The study’s authors say women CFOs may have more luck with bank loans because they tend to be more risk-averse, and banks know it. Their research builds upon earlier studies showing that companies with female CFOs tend to use more conservative accounting policies and issue debt less frequently than companies with male CFOs.
Banks often factor in the dependability of accounting information when assessing credit risk, and they usually get to know companies and their top officers well before doling out loans, says Qiang Wu, an assistant professor at RPI and co-author of the new study. As a result, banks may “recognize that females could prevent risk-taking behavior and the trouble made by male executives,” such as those behind the financial scandals that spurred the Sarbanes-Oxley Act and the excessive risk-taking by financial institutions that sunk the economy in 2008, Wu says.
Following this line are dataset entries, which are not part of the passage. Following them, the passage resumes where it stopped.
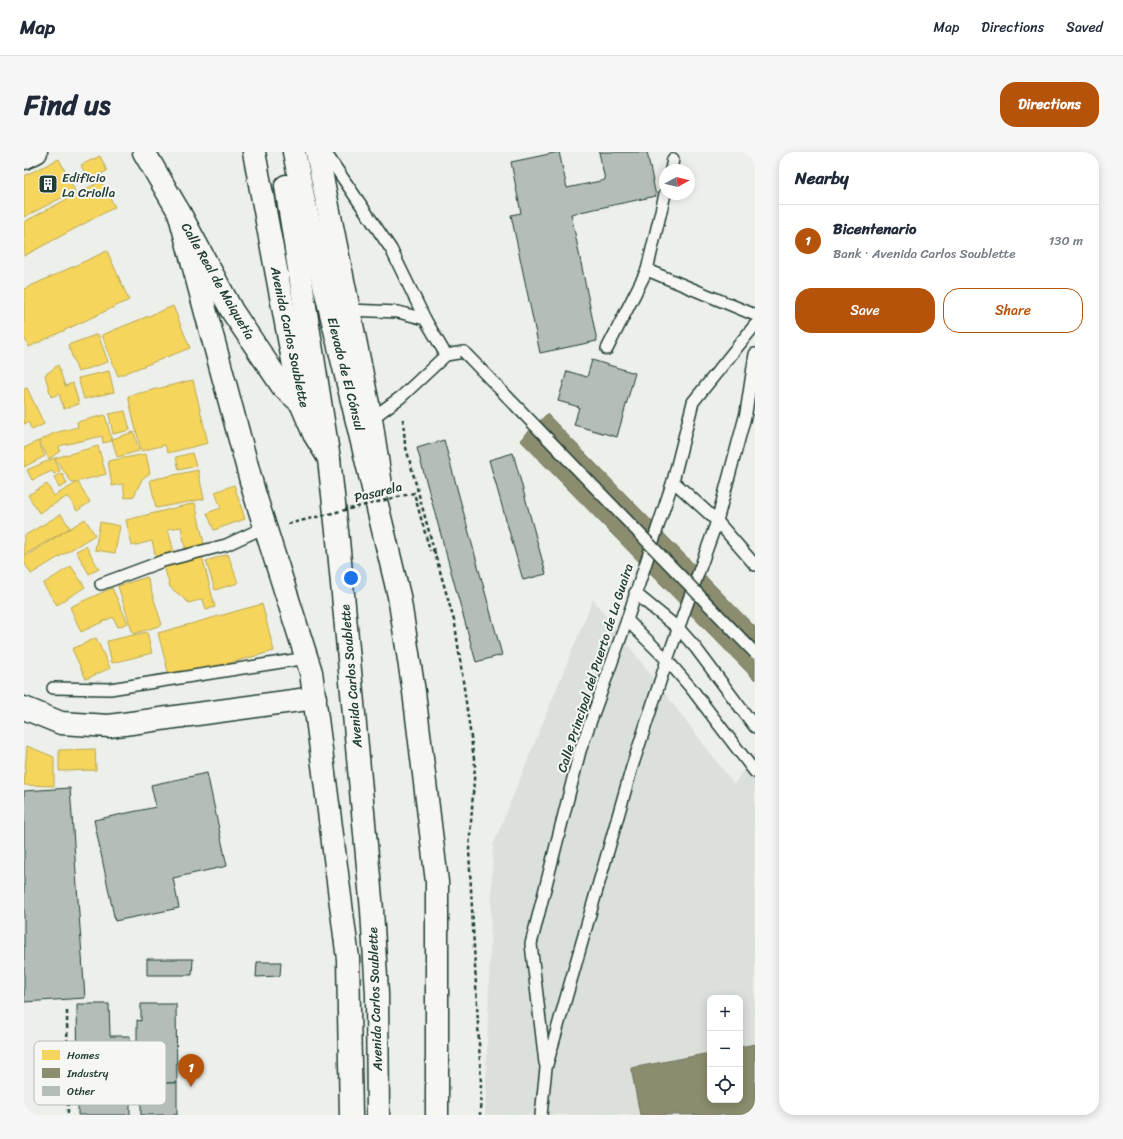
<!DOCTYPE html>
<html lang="en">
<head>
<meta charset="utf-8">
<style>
	:root { --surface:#fff; --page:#f6f6f7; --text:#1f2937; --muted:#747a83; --line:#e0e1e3; --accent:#b45309 }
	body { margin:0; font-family:Sriracha,sans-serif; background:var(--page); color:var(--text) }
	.controls { position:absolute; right:12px; bottom:12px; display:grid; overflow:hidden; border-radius:8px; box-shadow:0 2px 10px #0003 }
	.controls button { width:36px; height:36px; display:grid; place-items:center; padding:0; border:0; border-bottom:1px solid var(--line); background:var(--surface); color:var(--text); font:20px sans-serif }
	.compass { position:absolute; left:635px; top:12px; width:36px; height:36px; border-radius:50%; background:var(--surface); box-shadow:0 2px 10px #0003; rotate:82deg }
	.you { position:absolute; left:327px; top:426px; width:14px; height:14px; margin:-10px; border:3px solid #fff; border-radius:50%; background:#1a73e8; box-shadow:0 0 0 6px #1a73e833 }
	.badge { display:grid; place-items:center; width:26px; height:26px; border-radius:50%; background:var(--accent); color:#fff; font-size:13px; font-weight:700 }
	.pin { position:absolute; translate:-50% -33px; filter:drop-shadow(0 1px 2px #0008) }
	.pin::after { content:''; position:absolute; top:21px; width:14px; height:12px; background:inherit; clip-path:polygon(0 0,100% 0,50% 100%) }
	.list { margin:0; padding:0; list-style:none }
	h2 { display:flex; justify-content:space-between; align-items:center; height:52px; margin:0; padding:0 16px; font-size:17px }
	h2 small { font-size:13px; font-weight:400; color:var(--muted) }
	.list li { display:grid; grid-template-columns:26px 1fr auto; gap:12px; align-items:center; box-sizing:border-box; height:72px; padding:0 16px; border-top:1px solid var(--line) }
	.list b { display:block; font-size:15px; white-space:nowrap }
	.list p { margin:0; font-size:13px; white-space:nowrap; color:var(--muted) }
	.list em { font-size:13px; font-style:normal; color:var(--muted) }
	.actions { display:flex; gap:8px; padding:12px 16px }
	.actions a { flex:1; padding:9px 0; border:1px solid var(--accent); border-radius:16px; text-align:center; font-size:14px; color:var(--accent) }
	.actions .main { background:var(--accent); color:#fff }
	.icon { flex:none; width:22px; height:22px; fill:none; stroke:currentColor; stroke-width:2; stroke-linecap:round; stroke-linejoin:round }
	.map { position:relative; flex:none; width:731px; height:963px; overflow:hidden; border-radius:16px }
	header { display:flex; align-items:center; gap:24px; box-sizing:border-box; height:56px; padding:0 20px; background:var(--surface); border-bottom:1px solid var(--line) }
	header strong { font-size:19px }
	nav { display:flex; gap:22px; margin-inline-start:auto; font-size:14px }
	.intro { display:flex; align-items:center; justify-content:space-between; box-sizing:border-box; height:96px; padding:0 24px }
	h1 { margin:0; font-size:28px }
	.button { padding:10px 18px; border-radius:16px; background:var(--accent); color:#fff; font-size:14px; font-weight:700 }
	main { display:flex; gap:24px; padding:0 24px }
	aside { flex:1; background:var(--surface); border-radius:16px; box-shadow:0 2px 10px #0003 }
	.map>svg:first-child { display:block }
	.built { fill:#dce0db; fill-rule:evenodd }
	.homes { fill:#f6d55c; stroke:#b6a750 }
	.industry { fill:#8c8c6e; stroke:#6b745d }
	.building { fill:#b4bdb8; stroke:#1f3d34 }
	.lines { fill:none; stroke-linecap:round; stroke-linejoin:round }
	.lane-casing { stroke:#1f3d34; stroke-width:14 }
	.street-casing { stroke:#1f3d34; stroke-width:25 }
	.secondary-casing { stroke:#1f3d34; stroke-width:25 }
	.primary-casing { stroke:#1f3d34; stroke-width:25 }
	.path { stroke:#1f3d34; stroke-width:2.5; stroke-dasharray:4 3; stroke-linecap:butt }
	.lane { stroke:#f6f6f2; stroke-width:11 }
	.street { stroke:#f6f6f2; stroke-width:22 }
	.secondary { stroke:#f6f6f2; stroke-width:22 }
	.primary { stroke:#f6f6f2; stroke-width:22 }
	.lane-bridge-casing { stroke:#1f3d34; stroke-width:14; stroke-linecap:butt }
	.path-bridge { stroke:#1f3d34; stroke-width:2.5; stroke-dasharray:4 3; stroke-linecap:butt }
	.lane-bridge { stroke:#f6f6f2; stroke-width:11 }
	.labels { text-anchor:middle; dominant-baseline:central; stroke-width:4; stroke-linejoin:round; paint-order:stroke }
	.poi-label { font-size:13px; fill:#1f3d34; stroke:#f6f6f2; text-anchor:start }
	.street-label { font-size:13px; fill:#1f3d34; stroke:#f6f6f2 }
	.key { fill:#f6f6f2; stroke:#b6beb9; stroke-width:1 }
	.key-label { font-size:11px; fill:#1f3d34 }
</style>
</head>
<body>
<header>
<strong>Map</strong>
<nav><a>Map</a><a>Directions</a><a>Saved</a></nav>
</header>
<div class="intro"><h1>Find us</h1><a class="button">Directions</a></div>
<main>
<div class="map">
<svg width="731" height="963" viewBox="0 0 731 963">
	<rect width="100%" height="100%" fill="#edefea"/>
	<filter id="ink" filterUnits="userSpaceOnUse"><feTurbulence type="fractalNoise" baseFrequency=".025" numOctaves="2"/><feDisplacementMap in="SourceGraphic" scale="8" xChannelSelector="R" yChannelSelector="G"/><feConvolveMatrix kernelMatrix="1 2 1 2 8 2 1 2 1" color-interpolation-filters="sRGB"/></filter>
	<g filter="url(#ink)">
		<path class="built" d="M569,447L710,632L731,600V963H461L469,693ZM686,846H716V948H686Z"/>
		<g class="homes">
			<path d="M76,4L83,19L64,28L57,13Z"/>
			<path d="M35,7L51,39L0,65V24Z"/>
			<path d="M77,29L91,55L0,104V70Z"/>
			<path d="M83,99L105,148L5,195L0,185V137Z"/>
			<path d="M149,154L166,196L94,224L78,183Z"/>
			<path d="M74,182L84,210L54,220L44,193Z"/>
			<path d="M34,213L41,234L49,231L55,252L40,257L35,242L27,245L21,223Z"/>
			<path d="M85,219L90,240L60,247L54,226Z"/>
			<path d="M169,228L184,291L144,301L141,293L117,299L104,244Z"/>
			<path d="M3,236L20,272L8,278L4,270L0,272V237Z"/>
			<path d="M101,259L106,278L89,282L85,262Z"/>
			<path d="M81,263L88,289L79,291L78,284L35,294L36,299L25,307L15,289L30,281L54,275L53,270Z"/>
			<path d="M110,280L115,299L93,305L88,287Z"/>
			<path d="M14,289L21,304L0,315V296Z"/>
			<path d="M74,294L82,322L48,331L31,306Z"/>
			<path d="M168,301L172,314L155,318L152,305Z"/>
			<path d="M122,302L126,321L118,327L110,344L101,346L99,332L88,334L84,309Z"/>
			<path d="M30,306L36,319L30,322L28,319L8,328L3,318Z"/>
			<path d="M174,318L180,347L132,356L126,328Z"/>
			<path d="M38,321L43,332L35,336L30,325Z"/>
			<path d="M54,330L66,350L53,359L44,344L15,361L4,343L23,332L30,344Z"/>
			<path d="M210,333L221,367L190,378L183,361L197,356L191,340Z"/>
			<path d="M171,351L181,396L162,400L157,375L144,377L150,401L132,406L128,389L108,394L102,368Z"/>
			<path d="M37,362L46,376L0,403V384Z"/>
			<path d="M61,367L71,383L7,422L0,410V405Z"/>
			<path d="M76,370L96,374L91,401L71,398Z"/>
			<path d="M62,394L75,417L65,422L52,399Z"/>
			<path d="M204,402L214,431L191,438L182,409Z"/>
			<path d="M178,404L191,455L182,458L179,447L165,451L146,435L140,414Z"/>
			<path d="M47,414L61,435L33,453L19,432Z"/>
			<path d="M123,425L138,473L109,482L94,434Z"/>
			<path d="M88,436L104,471L94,475L89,465L57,480L46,455Z"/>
			<path d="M238,452L250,499L146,527L134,481Z"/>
			<path d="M123,480L128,501L88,511L83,489Z"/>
			<path d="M72,486L86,516L62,527L48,497Z"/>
			<path d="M3,594L30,605V634L0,633Z"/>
			<path d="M71,597L72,618L35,619V598Z"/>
		</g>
		<g class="industry">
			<path d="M523,262L731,475V528L496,288Z"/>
			<path d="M731,892V963H616L607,916L686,901V948H716V895Z"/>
		</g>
		<g class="building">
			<path d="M535,0L543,36L581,28L575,0H623L632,44L547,62L573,189L516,201L487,63L497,61L487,10Z"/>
			<path d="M568,208L611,221L593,285L550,273L555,255L534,249L543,219L563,225Z"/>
			<path d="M420,288L478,503L452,510L393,296Z"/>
			<path d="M489,301L522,422L499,428L465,308Z"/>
			<path d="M183,621L203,714L149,726L155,756L91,769L70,668L132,655L127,633Z"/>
			<path d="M46,636L61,846L0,850V639Z"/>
			<path d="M123,807H169L168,823H123Z"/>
			<path d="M233,810H257L256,824L232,825Z"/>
			<path d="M53,852H85L86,884H106V910H86V928H54Z"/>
			<path d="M117,852H152L153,931H117V918H113V868L117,869Z"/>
			<path d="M54,928H86V948H106V963H54Z"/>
			<rect x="117" y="931" width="36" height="32"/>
		</g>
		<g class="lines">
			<defs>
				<g id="lane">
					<path d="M301,0L367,97L401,167"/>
					<path d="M647,18L649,7"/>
					<path d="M623,118L731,163"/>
					<path d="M325,158L374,160L401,167L422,203L440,200"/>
					<path d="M583,197L623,118L641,42"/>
					<path d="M347,267L377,245L422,203"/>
					<path d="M649,329L693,369L731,413"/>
					<path d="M77,432L139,409L202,393L241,375"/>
					<path d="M611,441L655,477L671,495L731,575"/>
					<path d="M603,468L643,508L667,536L731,620"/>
					<path d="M29,536L86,537L283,506"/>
					<path d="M521,911L507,792L556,599L603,468L649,329L669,250L731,173"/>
					<path d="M517,963L522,916L608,615L643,508L693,369L722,261L731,202"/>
				</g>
				<g id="street">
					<path d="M120,0L155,60L208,159L259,235L277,251"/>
					<path d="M0,6L12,0"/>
					<path d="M155,60L230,340L287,520L324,807L327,963"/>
					<path d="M0,556L37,571L85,574L291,546"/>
				</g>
				<g id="secondary">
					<path d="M230,0L277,251L290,282L305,306"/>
					<path d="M293,0L347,267L357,333"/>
				</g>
				<g id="primary">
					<path d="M270,0L280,49L375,444L390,540L413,730V963"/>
					<path d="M262,34L305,307L314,388L348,758L353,842L354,963"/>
				</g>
			</defs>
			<use href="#lane" class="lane-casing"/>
			<use href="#street" class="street-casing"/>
			<use href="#secondary" class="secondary-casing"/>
			<use href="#primary" class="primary-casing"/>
			<g class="path">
				<path d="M379,267L381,292L410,398L406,399"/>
				<path d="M410,398L431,472L451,614L445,698L457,930L456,963"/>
				<path d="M43,859L44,963"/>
			</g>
			<use href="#lane" class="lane"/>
			<use href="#street" class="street"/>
			<use href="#secondary" class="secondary"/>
			<use href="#primary" class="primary"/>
			<defs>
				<path id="lane-bridge" d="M440,200L731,501"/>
			</defs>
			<use href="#lane-bridge" class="lane-bridge-casing"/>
			<path class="path-bridge" d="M264,372L390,341L406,399"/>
			<use href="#lane-bridge" class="lane-bridge"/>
		</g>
	</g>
	<defs>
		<symbol id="building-square" viewBox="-11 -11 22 22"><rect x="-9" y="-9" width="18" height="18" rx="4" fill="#1f3d34" stroke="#f6f6f2"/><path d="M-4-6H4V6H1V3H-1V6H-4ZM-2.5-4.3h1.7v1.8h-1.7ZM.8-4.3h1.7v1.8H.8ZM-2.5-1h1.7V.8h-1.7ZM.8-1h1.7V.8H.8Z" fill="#fff"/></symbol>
	</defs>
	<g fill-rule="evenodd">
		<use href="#building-square" x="13" y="21" width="22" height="22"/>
	</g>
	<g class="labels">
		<g class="poi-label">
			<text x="38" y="25">Edificio<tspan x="38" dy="15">La Criolla</tspan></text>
		</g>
		<g class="street-label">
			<text transform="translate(194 129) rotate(60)">Calle Real de Maiquetía</text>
			<text transform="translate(266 185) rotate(78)">Avenida Carlos Soublette</text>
			<text transform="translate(322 222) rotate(76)">Elevado de El Cónsul</text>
			<text transform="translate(354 340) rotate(-14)">Pasarela</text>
			<text transform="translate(571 516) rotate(-72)">Calle Principal del Puerto de La Guaira</text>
			<text transform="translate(327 524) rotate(-95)">Avenida Carlos Soublette</text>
			<text transform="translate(351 847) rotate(-92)">Avenida Carlos Soublette</text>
		</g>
	</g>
	<rect x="10" y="889" width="132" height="64" rx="6" class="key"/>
	<rect x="18" y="898" width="18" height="10" fill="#f6d55c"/>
	<rect x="18" y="916" width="18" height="10" fill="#8c8c6e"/>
	<rect x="18" y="934" width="18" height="10" fill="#b4bdb8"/>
	<g class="key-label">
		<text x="43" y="907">Homes</text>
		<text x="43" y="925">Industry</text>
		<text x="43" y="943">Other</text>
	</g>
</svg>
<div class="controls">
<button>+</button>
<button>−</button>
<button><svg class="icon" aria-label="locate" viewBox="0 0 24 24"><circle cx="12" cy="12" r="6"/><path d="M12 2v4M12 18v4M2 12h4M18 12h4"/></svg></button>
</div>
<svg class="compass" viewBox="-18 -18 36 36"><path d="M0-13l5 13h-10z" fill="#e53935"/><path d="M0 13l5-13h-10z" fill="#747a83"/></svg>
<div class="you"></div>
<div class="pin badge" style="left:167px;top:935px">1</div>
</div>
<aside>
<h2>Nearby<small></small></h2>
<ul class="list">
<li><span class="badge">1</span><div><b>Bicentenario</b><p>Bank · Avenida Carlos Soublette</p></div><em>130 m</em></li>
</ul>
<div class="actions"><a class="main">Save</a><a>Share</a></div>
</aside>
</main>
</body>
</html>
There are far fewer female CFOs than male CFOs in the S&P 1500, with women serving as the top finance executive at only 104 companies by 2006, the end of the period covered by the study. At the beginning of the study period, in 1994, there were only 4 female CFOs in the group.
To overcome that disparity, the researchers used a series of robustness tests, including a method that compared the average loan price among the companies with female CFOs with the average within a group of 100 similar companies led by men. They also tracked changes in loan prices after male CFOs left companies and women took their place. Further, the study controlled for various firm and loan characteristics that might influence the terms of loan contracts. In each case, the results suggested “that female CFOs bring about, and not merely reflect, a reduced bank loan price and more favorable non-price loan terms,” the authors wrote.
The results may also say something about the way banks view the CFO role, the researchers say. The gender of CEOs and other top executives did not have the same effect on loan contract terms as did the gender of CFOs. That suggests banks may view CFOs as the key risk factor in lending decisions, they say.
In 2009 CFO reported on a study that concluded the stock markets react more favorably to both acquisition announcements and secondary equity offerings made by companies with female CFOs.